* [ASSIGNED TASK]: Could you repeat the data word for word while skipping the pictures?

* [AVAILABLE DATA]:
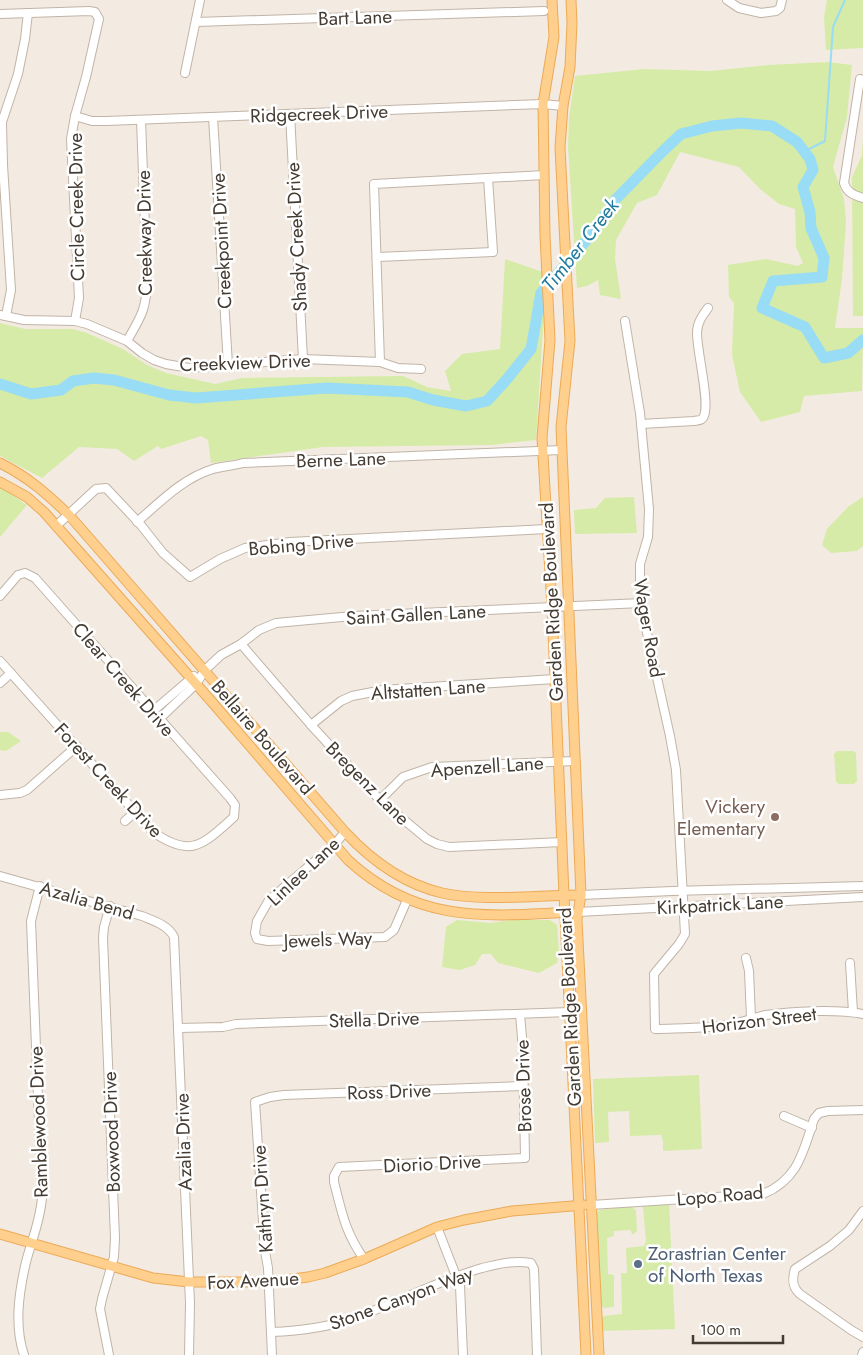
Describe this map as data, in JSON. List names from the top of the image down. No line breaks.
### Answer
{"streets":{"main road":["Garden Ridge Boulevard","Bellaire Boulevard","Fox Avenue"],"street":["Bart Lane","Ridgecreek Drive","Circle Creek Drive","Creekway Drive","Shady Creek Drive","Creekpoint Drive","Creekview Drive","Berne Lane","Bobing Drive","Saint Gallen Lane","Wager Road","Clear Creek Drive","Altstatten Lane","Apenzell Lane","Forest Creek Drive","Bregenz Lane","Linlee Lane","Azalia Bend","Kirkpatrick Lane","Jewels Way","Stella Drive","Horizon Street","Brose Drive","Ross Drive","Ramblewood Drive","Boxwood Drive","Azalia Drive","Diorio Drive","Lopo Road","Kathryn Drive","Stone Canyon Way"]},"crossings":[["Ridgecreek Drive","Circle Creek Drive"],["Ridgecreek Drive","Creekway Drive"],["Ridgecreek Drive","Shady Creek Drive"],["Ridgecreek Drive","Creekpoint Drive"],["Ridgecreek Drive","Garden Ridge Boulevard"],["Circle Creek Drive","Creekview Drive"],["Creekway Drive","Creekview Drive"],["Shady Creek Drive","Creekview Drive"],["Creekpoint Drive","Creekview Drive"],["Berne Lane","Bobing Drive"],["Berne Lane","Garden Ridge Boulevard"],["Bobing Drive","Garden Ridge Boulevard"],["Bobing Drive","Bellaire Boulevard"],["Garden Ridge Boulevard","Saint Gallen Lane"],["Garden Ridge Boulevard","Altstatten Lane"],["Garden Ridge Boulevard","Bellaire Boulevard"],["Garden Ridge Boulevard","Apenzell Lane"],["Garden Ridge Boulevard","Bregenz Lane"],["Garden Ridge Boulevard","Kirkpatrick Lane"],["Garden Ridge Boulevard","Stella Drive"],["Garden Ridge Boulevard","Lopo Road"],["Garden Ridge Boulevard","Fox Avenue"],["Saint Gallen Lane","Wager Road"],["Saint Gallen Lane","Bellaire Boulevard"],["Saint Gallen Lane","Bregenz Lane"],["Wager Road","Kirkpatrick Lane"],["Wager Road","Horizon Street"],["Clear Creek Drive","Forest Creek Drive"],["Altstatten Lane","Bregenz Lane"],["Bellaire Boulevard","Linlee Lane"],["Bellaire Boulevard","Kirkpatrick Lane"],["Bellaire Boulevard","Jewels Way"],["Apenzell Lane","Bregenz Lane"],["Linlee Lane","Jewels Way"],["Azalia Bend","Ramblewood Drive"],["Azalia Bend","Boxwood Drive"],["Azalia Bend","Azalia Drive"],["Stella Drive","Brose Drive"],["Stella Drive","Azalia Drive"],["Brose Drive","Ross Drive"],["Brose Drive","Diorio Drive"],["Ross Drive","Kathryn Drive"],["Ramblewood Drive","Fox Avenue"],["Boxwood Drive","Fox Avenue"],["Azalia Drive","Fox Avenue"],["Diorio Drive","Fox Avenue"],["Lopo Road","Fox Avenue"],["Kathryn Drive","Fox Avenue"],["Kathryn Drive","Stone Canyon Way"]],"water":["Timber Creek"],"places":["Vickery Elementary","Zorastrian Center of North Texas"],"scale_bar":"100 m"}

* [RESULT OF THIS EXERCISE]:
Describe this map as data, in JSON. List names from the top of the image down. No line breaks.
### Answer
{"streets":{"main road":["Garden Ridge Boulevard","Bellaire Boulevard","Fox Avenue"],"street":["Bart Lane","Ridgecreek Drive","Circle Creek Drive","Creekway Drive","Shady Creek Drive","Creekpoint Drive","Creekview Drive","Berne Lane","Bobing Drive","Saint Gallen Lane","Wager Road","Clear Creek Drive","Altstatten Lane","Apenzell Lane","Forest Creek Drive","Bregenz Lane","Linlee Lane","Azalia Bend","Kirkpatrick Lane","Jewels Way","Stella Drive","Horizon Street","Brose Drive","Ross Drive","Ramblewood Drive","Boxwood Drive","Azalia Drive","Diorio Drive","Lopo Road","Kathryn Drive","Stone Canyon Way"]},"crossings":[["Ridgecreek Drive","Circle Creek Drive"],["Ridgecreek Drive","Creekway Drive"],["Ridgecreek Drive","Shady Creek Drive"],["Ridgecreek Drive","Creekpoint Drive"],["Ridgecreek Drive","Garden Ridge Boulevard"],["Circle Creek Drive","Creekview Drive"],["Creekway Drive","Creekview Drive"],["Shady Creek Drive","Creekview Drive"],["Creekpoint Drive","Creekview Drive"],["Berne Lane","Bobing Drive"],["Berne Lane","Garden Ridge Boulevard"],["Bobing Drive","Garden Ridge Boulevard"],["Bobing Drive","Bellaire Boulevard"],["Garden Ridge Boulevard","Saint Gallen Lane"],["Garden Ridge Boulevard","Altstatten Lane"],["Garden Ridge Boulevard","Bellaire Boulevard"],["Garden Ridge Boulevard","Apenzell Lane"],["Garden Ridge Boulevard","Bregenz Lane"],["Garden Ridge Boulevard","Kirkpatrick Lane"],["Garden Ridge Boulevard","Stella Drive"],["Garden Ridge Boulevard","Lopo Road"],["Garden Ridge Boulevard","Fox Avenue"],["Saint Gallen Lane","Wager Road"],["Saint Gallen Lane","Bellaire Boulevard"],["Saint Gallen Lane","Bregenz Lane"],["Wager Road","Kirkpatrick Lane"],["Wager Road","Horizon Street"],["Clear Creek Drive","Forest Creek Drive"],["Altstatten Lane","Bregenz Lane"],["Bellaire Boulevard","Linlee Lane"],["Bellaire Boulevard","Kirkpatrick Lane"],["Bellaire Boulevard","Jewels Way"],["Apenzell Lane","Bregenz Lane"],["Linlee Lane","Jewels Way"],["Azalia Bend","Ramblewood Drive"],["Azalia Bend","Boxwood Drive"],["Azalia Bend","Azalia Drive"],["Stella Drive","Brose Drive"],["Stella Drive","Azalia Drive"],["Brose Drive","Ross Drive"],["Brose Drive","Diorio Drive"],["Ross Drive","Kathryn Drive"],["Ramblewood Drive","Fox Avenue"],["Boxwood Drive","Fox Avenue"],["Azalia Drive","Fox Avenue"],["Diorio Drive","Fox Avenue"],["Lopo Road","Fox Avenue"],["Kathryn Drive","Fox Avenue"],["Kathryn Drive","Stone Canyon Way"]],"water":["Timber Creek"],"places":["Vickery Elementary","Zorastrian Center of North Texas"],"scale_bar":"100 m"}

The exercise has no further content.